__Task requirements__:
Look through the material below. Copy each line that contains the string "stream".

__Excerpted data__:
══════

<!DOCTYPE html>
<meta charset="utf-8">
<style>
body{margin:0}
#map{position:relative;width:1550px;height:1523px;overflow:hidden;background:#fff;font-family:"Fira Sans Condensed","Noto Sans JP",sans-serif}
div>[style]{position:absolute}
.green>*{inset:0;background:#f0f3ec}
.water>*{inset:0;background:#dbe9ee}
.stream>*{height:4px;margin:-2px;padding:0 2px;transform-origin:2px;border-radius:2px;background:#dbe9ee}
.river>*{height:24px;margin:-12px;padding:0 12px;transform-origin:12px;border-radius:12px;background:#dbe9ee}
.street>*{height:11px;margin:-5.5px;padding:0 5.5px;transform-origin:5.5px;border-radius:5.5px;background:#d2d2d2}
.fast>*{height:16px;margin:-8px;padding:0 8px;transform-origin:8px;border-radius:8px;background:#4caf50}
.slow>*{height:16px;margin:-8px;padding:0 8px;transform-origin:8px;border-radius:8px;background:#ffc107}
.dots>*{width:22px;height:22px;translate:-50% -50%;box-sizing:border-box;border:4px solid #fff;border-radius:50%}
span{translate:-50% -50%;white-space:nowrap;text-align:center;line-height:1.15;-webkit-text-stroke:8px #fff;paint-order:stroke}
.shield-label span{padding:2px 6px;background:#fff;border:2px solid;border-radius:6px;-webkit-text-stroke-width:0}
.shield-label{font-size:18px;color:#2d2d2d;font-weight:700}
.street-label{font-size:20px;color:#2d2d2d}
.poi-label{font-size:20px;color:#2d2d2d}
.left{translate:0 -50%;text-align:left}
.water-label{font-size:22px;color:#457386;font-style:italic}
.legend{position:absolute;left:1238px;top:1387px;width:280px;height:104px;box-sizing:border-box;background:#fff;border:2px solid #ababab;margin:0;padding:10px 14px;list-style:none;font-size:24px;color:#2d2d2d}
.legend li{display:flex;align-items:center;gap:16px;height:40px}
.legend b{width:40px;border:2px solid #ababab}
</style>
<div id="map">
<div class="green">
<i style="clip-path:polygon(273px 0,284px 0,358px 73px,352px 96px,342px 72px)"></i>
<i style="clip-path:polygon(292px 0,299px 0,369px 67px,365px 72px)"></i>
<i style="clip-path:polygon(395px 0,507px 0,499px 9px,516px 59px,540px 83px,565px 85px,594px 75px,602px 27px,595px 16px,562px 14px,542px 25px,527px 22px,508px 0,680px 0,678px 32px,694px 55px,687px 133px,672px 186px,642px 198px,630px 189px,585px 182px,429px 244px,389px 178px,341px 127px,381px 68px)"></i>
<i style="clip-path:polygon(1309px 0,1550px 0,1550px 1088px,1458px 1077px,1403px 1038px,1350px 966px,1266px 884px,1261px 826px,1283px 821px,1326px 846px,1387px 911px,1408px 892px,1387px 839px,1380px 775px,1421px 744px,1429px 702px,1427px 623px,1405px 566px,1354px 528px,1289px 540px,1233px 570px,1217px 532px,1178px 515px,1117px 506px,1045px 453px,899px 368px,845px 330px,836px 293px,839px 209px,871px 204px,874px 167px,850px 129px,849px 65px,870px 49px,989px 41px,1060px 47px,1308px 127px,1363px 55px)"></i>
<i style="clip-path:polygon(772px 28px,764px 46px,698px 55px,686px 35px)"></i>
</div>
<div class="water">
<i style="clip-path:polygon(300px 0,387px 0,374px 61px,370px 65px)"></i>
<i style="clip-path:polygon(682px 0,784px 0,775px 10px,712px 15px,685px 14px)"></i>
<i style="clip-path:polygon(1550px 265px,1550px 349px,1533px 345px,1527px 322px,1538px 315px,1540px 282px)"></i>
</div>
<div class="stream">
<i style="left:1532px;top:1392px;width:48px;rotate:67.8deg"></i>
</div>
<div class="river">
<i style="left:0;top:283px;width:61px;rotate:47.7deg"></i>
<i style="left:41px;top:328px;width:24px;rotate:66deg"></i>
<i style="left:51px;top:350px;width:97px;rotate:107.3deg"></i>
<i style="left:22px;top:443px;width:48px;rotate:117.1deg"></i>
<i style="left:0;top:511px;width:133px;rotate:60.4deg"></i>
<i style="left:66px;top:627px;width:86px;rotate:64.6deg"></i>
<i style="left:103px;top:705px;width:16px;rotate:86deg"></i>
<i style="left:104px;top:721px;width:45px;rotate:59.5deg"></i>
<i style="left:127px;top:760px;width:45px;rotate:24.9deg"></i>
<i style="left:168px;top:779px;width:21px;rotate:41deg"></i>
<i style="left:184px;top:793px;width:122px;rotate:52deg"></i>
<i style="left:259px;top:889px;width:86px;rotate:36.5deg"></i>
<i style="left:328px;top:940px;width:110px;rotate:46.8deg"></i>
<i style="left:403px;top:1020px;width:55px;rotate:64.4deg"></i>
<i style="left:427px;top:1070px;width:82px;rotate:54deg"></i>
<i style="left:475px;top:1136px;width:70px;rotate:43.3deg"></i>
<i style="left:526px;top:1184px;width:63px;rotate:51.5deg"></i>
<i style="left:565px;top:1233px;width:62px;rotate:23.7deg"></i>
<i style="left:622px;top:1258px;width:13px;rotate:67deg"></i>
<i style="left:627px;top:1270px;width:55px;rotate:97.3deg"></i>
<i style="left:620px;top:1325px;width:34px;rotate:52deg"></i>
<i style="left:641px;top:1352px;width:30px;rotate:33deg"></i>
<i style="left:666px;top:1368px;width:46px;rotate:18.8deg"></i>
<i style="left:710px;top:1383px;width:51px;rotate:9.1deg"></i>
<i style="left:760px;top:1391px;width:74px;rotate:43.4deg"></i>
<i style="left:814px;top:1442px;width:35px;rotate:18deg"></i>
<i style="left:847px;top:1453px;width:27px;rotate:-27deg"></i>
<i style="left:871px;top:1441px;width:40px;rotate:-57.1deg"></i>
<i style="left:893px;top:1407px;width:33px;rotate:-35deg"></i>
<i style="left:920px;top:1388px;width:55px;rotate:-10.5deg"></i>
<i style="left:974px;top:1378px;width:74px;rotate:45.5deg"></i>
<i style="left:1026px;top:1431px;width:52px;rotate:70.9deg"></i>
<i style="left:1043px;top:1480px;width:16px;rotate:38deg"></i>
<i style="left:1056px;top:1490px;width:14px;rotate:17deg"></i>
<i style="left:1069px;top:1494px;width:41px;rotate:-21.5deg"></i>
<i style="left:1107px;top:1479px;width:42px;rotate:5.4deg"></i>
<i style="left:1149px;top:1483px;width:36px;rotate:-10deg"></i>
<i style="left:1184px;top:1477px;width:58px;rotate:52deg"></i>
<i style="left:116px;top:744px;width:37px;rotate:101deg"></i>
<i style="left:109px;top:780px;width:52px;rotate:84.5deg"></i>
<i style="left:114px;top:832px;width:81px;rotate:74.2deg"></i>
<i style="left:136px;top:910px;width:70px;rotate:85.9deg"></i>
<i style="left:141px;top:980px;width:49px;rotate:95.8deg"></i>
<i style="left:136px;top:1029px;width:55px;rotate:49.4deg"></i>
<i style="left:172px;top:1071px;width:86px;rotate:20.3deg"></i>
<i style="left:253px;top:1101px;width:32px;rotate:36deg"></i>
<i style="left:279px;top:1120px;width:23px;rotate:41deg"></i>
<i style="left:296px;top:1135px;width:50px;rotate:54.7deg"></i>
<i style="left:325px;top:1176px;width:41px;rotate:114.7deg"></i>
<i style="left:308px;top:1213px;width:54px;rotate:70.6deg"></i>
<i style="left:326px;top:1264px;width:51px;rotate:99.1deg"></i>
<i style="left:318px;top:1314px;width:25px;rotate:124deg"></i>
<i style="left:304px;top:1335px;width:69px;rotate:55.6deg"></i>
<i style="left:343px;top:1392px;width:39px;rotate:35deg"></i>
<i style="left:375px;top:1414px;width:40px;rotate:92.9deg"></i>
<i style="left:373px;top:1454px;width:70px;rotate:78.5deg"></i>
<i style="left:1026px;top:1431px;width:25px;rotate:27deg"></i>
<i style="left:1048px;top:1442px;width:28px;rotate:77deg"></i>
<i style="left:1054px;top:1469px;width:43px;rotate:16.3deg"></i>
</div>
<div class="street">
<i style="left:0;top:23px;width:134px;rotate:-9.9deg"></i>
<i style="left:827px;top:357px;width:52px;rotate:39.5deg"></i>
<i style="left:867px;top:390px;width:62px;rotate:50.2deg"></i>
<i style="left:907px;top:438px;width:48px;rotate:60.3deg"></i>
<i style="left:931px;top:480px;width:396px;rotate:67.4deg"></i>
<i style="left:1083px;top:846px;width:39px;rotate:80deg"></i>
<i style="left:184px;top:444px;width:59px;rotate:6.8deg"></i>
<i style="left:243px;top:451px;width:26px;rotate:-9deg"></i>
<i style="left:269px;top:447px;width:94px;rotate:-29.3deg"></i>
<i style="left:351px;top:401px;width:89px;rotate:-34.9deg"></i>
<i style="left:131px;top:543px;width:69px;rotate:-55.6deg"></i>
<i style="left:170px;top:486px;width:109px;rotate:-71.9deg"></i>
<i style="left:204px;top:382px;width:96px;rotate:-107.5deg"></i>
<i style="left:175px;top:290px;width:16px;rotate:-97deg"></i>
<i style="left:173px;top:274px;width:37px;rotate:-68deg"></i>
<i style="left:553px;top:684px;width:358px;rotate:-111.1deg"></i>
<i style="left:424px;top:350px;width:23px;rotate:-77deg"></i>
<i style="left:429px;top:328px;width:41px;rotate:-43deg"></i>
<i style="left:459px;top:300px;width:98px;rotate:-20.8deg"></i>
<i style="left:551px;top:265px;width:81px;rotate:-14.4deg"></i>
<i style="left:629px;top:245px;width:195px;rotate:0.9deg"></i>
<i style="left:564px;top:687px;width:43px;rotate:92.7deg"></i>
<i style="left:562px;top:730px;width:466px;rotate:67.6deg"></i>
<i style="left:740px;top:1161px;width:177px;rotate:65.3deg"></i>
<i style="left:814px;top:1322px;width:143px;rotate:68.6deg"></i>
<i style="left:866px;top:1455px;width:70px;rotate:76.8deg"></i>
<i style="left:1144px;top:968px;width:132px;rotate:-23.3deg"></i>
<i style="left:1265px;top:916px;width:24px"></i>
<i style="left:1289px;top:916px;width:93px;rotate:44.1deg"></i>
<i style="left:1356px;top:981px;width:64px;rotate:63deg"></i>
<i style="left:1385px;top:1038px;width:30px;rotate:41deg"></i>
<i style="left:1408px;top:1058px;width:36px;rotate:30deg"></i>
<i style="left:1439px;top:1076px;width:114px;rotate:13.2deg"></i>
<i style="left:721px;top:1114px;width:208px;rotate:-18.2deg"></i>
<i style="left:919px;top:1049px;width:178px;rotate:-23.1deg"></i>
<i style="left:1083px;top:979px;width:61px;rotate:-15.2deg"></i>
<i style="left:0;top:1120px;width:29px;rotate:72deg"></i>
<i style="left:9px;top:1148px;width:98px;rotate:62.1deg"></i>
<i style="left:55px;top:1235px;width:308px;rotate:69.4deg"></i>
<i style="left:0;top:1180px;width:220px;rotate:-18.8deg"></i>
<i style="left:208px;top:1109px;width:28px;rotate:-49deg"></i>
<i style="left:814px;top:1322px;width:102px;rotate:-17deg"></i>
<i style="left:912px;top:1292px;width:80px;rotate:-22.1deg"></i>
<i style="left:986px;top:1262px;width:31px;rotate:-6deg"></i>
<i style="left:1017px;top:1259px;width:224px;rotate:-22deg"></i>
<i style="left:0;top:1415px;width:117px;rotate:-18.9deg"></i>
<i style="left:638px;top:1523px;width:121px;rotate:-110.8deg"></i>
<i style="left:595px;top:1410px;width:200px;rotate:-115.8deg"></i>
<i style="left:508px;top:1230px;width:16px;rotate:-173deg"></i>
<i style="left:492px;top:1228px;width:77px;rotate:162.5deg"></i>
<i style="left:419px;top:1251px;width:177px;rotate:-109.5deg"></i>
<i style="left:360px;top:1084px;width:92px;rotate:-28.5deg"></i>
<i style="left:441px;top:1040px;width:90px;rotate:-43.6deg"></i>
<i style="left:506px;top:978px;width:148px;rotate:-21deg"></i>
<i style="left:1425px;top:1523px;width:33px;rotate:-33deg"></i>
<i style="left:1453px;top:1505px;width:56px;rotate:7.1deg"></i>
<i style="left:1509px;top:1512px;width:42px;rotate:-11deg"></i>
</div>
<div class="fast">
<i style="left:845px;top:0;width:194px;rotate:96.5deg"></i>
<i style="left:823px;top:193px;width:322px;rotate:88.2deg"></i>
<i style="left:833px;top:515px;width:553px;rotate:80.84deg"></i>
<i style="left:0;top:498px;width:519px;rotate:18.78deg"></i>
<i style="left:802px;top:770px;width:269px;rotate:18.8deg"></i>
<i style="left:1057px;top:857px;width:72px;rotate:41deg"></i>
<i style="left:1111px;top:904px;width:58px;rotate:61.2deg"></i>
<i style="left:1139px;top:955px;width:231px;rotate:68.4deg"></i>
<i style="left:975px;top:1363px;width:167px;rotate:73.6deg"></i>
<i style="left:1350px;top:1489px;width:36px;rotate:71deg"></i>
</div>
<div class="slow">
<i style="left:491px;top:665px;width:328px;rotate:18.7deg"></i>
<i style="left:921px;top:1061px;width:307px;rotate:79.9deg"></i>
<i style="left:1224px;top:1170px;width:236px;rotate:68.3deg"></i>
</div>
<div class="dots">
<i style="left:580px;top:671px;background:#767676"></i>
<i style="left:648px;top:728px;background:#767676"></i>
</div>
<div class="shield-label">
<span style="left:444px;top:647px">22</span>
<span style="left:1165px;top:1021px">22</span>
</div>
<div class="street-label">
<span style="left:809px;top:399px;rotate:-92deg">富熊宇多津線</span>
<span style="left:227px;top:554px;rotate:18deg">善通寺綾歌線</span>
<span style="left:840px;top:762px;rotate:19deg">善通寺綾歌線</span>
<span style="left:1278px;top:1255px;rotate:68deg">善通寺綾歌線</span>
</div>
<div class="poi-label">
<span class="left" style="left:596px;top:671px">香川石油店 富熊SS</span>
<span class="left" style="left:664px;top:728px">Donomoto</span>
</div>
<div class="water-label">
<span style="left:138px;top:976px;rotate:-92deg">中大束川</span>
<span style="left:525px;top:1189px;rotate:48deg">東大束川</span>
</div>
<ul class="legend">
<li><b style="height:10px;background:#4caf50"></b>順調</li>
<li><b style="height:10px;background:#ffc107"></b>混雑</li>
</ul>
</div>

══════

__Written response__:
.stream>*{height:4px;margin:-2px;padding:0 2px;transform-origin:2px;border-radius:2px;background:#dbe9ee}
<div class="stream">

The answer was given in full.